Opinion Conversations on the science of autism research.

Kissing cousins

by  /  5 August 2011

This article is more than five years old. Autism research - and science in general - is constantly evolving, so older articles may contain information or theories that have been reevaluated since their original publication date.


At scientific meetings over the past year, I’ve heard geneticist Christopher Walsh describe his studies of neurodevelopmental disorders in cultures very different than our own.

Walsh, a soft-spoken man, invariably points out that though marriages between first cousins are frowned upon in the U.S. and western Europe, they are common throughout much of the world — and can help researchers like him pinpoint genetic risk factors for various diseases.

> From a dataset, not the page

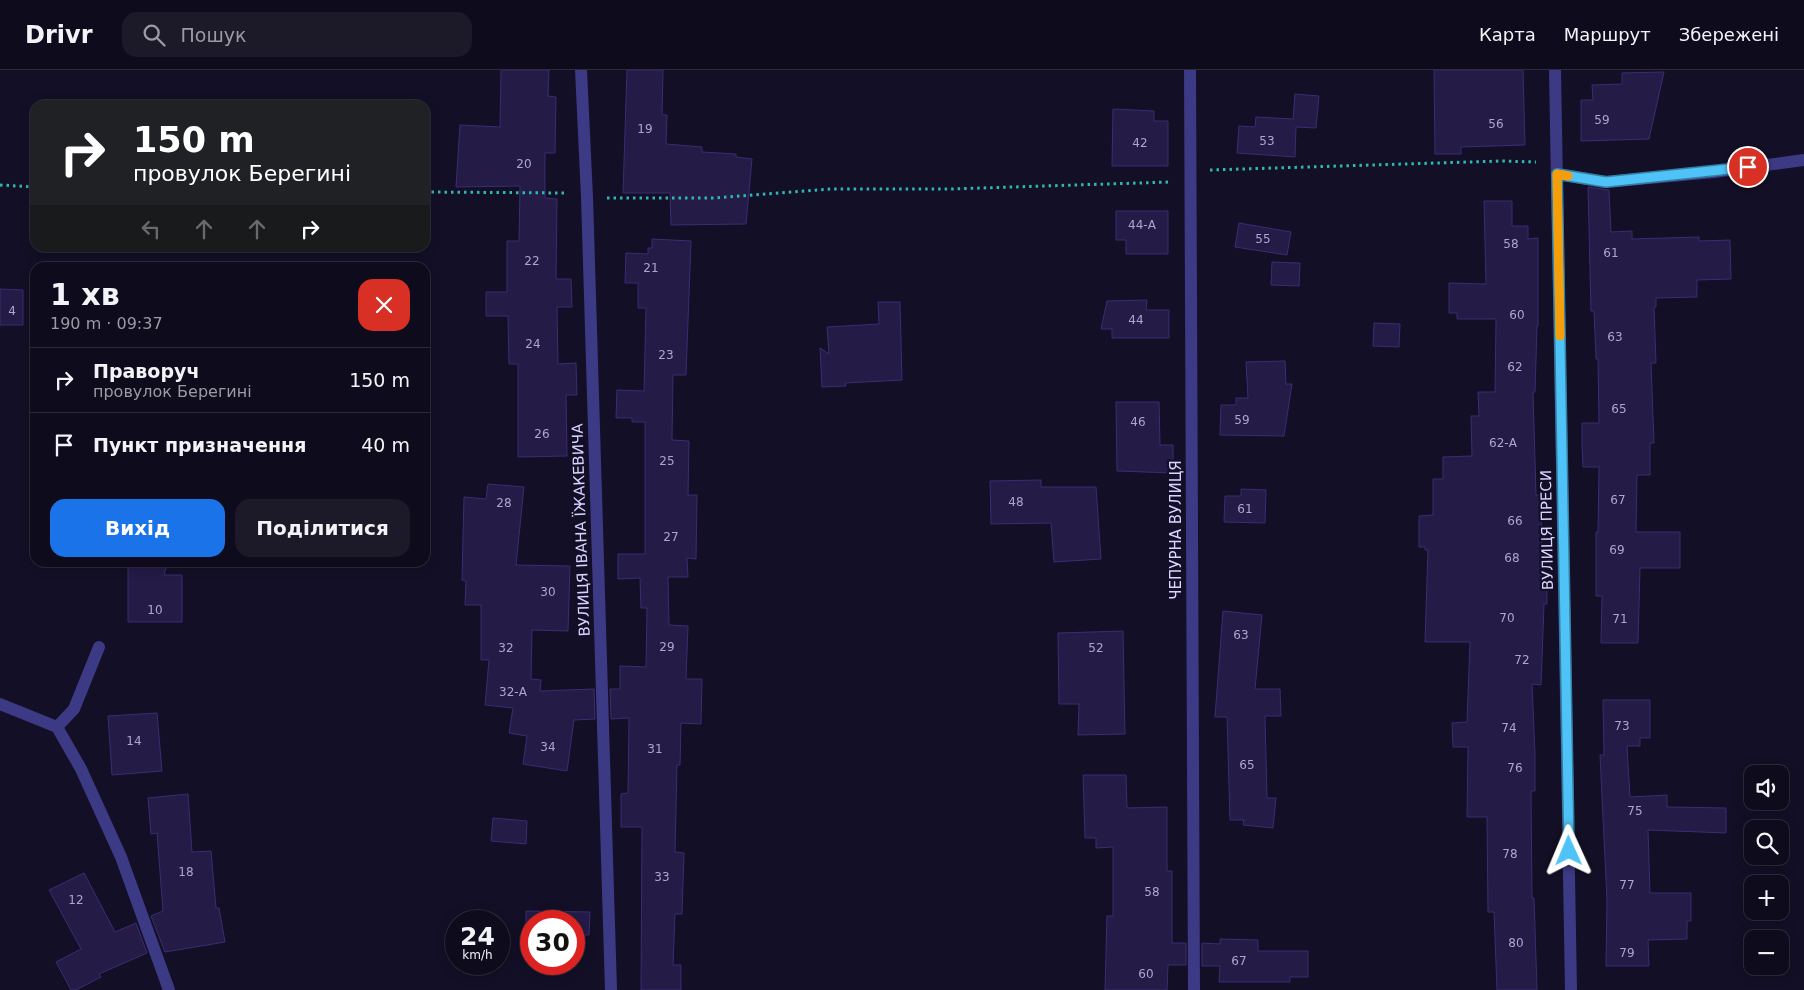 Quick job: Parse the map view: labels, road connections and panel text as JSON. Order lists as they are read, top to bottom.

The increase in the risk for genetic disease isn’t huge when cousins marry — 97 to 98 percent of offspring are healthy — but it may explain ‘silent’ mutations carried by unaffected parents that give rise to disease in their offspring. Walsh and others suspect that, in some cases, autism may be a recessive disorder in which a child inherits one faulty copy of a gene from each unaffected parent.

A new study of intellectual disability proves this point. A team of researchers based in Canada, Germany, Saudi Arabia, Pakistan and Iran used genome-wide sequencing to pinpoint a gene, MAN1B1, responsible for mental retardation in five families. Four of the families are in Pakistan and one is in Iran. Each has more than one child affected by intellectual disability.

Only some of the children are severely affected. For example, the Iranian family has three affected children, aged 11, 23 and 25 years. The 11-year-old experienced only slight developmental delays, speaks well and can dress and wash himself, but his 25-year-old sister did not walk until age 4, is aggressive and has a history of seizures. The 23-year-old sister is slightly more intellectually disabled than her younger brother, and shows aggressive behavior like her sister.

When the researchers sequenced the genomes of each member of the five families, they found a critical region likely to harbor a mutated gene in unaffected parents and affected children.

Narrowing down the search to a handful of genes eventually produced a strong candidate — MAN1B1 — which codes for a ‘quality control’ enzyme that scans proteins after they are created in cells. As in other recessive genetic disorders, the affected children inherited a mutated copy of this gene from each parent. Stuck with two disabled genes, they are unable to manufacture the enzyme, giving rise to their symptoms.

As Walsh and others repeatedly point out, autism is an exceedingly heterogeneous disorder and its causes are no doubt as varied as its symptoms. Recessive genetic mutations like the one identified in this study won’t explain all cases of autism. But focusing on these kinds of families will lend a voice to those few silent mutations.